Los fallecidos se concentran principalmente en los distritos de Manggarai, con 24 víctimas, y Manggarai Oriental, con 17. Otras tres personas perdieron la vida en Sikka, y una en cada uno de los distritos de Ngada, Ende y Manggarai Occidental. El temblor golpeó a la provincia de Nusa Tenggara Oriental, una región de alta actividad tectónica situada en pleno Anillo de Fuego del Pacífico, donde la conjunción de placas geológicas genera sismos y erupciones con frecuencia.

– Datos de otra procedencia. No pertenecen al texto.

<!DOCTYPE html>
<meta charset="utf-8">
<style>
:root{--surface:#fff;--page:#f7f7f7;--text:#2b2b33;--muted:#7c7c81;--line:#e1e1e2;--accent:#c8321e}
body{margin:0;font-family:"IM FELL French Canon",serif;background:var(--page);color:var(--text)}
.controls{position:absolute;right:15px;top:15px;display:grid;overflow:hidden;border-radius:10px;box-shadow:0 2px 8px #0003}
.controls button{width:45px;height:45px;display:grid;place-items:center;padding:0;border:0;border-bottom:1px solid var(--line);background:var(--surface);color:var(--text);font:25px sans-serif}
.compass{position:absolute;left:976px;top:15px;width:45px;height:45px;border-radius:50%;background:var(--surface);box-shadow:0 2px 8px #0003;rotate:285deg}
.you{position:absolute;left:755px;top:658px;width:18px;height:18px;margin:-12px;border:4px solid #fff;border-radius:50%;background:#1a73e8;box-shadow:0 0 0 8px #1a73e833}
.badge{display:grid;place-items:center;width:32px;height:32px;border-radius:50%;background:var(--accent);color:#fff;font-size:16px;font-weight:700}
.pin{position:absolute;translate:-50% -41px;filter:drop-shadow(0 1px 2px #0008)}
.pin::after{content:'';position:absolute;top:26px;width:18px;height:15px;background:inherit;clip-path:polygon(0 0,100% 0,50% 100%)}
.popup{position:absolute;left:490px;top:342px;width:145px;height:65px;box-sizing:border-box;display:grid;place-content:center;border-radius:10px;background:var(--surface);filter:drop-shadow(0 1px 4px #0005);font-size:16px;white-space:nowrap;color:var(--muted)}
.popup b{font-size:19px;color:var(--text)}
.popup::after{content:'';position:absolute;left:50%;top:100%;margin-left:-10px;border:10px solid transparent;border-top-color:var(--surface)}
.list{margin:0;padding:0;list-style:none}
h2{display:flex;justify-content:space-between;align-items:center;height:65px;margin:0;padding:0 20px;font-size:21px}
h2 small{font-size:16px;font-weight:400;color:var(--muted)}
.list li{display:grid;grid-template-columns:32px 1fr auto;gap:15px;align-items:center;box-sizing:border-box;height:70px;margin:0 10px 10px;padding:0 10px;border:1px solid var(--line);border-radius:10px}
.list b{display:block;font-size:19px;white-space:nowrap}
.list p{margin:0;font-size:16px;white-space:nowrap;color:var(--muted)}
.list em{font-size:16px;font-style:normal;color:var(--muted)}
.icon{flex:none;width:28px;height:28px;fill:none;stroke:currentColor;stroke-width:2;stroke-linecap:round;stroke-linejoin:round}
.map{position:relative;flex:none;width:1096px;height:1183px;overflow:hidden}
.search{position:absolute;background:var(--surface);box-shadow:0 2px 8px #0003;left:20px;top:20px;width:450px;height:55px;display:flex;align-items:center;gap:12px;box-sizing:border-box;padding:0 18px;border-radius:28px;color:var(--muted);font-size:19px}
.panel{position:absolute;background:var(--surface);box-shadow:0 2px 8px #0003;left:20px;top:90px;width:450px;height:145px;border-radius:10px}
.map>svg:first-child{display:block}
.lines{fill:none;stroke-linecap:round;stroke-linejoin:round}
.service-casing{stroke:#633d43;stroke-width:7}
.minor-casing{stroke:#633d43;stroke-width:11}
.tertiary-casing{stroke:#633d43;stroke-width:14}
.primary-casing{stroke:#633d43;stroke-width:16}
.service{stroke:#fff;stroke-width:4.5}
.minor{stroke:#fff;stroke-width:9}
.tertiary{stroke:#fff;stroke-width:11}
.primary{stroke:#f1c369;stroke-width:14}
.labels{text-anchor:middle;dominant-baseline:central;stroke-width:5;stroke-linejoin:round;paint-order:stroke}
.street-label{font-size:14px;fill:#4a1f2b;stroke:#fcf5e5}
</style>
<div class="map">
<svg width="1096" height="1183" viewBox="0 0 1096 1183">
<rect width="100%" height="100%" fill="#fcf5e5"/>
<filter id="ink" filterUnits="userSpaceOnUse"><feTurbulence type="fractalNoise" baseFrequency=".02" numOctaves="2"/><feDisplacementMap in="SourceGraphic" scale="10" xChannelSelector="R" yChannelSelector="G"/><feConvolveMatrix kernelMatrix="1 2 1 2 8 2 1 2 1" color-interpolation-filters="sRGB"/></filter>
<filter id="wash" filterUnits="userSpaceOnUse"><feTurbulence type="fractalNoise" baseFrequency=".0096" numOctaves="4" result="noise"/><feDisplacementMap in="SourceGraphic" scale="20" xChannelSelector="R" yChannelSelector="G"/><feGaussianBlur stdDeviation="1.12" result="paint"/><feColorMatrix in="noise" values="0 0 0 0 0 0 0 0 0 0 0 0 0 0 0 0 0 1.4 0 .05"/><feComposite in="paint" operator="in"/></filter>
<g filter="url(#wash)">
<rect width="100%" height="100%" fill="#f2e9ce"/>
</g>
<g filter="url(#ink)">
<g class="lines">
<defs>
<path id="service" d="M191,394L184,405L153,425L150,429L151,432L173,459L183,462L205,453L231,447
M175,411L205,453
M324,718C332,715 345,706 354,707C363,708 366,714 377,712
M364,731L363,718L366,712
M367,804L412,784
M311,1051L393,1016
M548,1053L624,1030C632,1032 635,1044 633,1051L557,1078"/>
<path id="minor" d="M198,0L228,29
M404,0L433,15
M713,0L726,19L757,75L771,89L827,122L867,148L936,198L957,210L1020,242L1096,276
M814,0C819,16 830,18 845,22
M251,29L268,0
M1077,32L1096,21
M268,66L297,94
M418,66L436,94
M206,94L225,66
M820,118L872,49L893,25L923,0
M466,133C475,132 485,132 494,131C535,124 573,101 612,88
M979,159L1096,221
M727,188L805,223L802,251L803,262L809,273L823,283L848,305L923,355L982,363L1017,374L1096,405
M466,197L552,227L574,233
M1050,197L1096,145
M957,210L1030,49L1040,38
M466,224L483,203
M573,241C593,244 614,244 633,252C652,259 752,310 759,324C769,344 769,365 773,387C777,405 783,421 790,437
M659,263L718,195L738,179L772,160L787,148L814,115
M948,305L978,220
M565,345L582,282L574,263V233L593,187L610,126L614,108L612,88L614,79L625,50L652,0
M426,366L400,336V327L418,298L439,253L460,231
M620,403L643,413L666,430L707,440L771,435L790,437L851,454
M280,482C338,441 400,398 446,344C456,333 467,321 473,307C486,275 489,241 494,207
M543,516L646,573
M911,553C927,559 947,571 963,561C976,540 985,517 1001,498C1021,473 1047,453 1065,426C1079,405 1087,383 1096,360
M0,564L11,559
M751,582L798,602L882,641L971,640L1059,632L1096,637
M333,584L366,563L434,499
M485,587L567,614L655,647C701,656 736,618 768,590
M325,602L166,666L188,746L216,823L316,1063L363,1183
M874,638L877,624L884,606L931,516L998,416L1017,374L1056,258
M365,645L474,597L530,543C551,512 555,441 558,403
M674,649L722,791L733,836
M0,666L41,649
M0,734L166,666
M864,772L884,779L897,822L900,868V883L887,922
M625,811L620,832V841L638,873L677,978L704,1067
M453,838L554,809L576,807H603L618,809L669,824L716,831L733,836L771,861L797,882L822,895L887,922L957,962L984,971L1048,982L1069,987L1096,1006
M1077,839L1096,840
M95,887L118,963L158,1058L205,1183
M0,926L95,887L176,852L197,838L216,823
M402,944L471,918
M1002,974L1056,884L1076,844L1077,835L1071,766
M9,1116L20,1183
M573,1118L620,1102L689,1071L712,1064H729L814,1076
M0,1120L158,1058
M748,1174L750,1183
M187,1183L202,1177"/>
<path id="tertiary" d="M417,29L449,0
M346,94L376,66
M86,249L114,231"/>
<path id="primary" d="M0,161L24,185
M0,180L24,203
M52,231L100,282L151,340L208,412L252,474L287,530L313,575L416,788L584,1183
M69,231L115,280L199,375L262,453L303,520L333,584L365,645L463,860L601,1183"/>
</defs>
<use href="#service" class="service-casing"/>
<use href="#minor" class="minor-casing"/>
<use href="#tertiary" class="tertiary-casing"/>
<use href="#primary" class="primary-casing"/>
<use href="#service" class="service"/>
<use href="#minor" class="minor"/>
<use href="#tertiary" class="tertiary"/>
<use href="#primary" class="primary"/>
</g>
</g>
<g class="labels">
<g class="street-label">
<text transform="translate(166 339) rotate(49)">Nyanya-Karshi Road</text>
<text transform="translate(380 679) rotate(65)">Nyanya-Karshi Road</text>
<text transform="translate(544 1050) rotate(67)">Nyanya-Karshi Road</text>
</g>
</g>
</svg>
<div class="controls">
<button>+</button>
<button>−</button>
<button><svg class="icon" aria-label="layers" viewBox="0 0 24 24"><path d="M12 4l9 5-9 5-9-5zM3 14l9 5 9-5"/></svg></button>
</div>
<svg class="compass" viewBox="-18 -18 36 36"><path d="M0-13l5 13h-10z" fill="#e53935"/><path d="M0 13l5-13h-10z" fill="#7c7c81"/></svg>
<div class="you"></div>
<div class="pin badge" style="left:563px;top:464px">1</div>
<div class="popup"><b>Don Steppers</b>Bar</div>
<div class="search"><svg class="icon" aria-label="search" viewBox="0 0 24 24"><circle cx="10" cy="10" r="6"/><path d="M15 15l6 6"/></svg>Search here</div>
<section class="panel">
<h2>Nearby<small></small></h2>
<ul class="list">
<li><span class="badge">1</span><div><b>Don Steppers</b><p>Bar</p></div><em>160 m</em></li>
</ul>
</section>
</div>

Inmediatamente después del sismo, la Agencia de Meteorología de Indonesia emitió una alerta preventiva de tsunami para cuatro provincias del este del archipiélago, aunque la advertencia fue levantada posteriormente. La geografía del país, conformado por más de 17.000 islas, complica las tareas de auxilio y relevamiento de daños, por lo que las autoridades siguen evaluando el alcance real de la tragedia.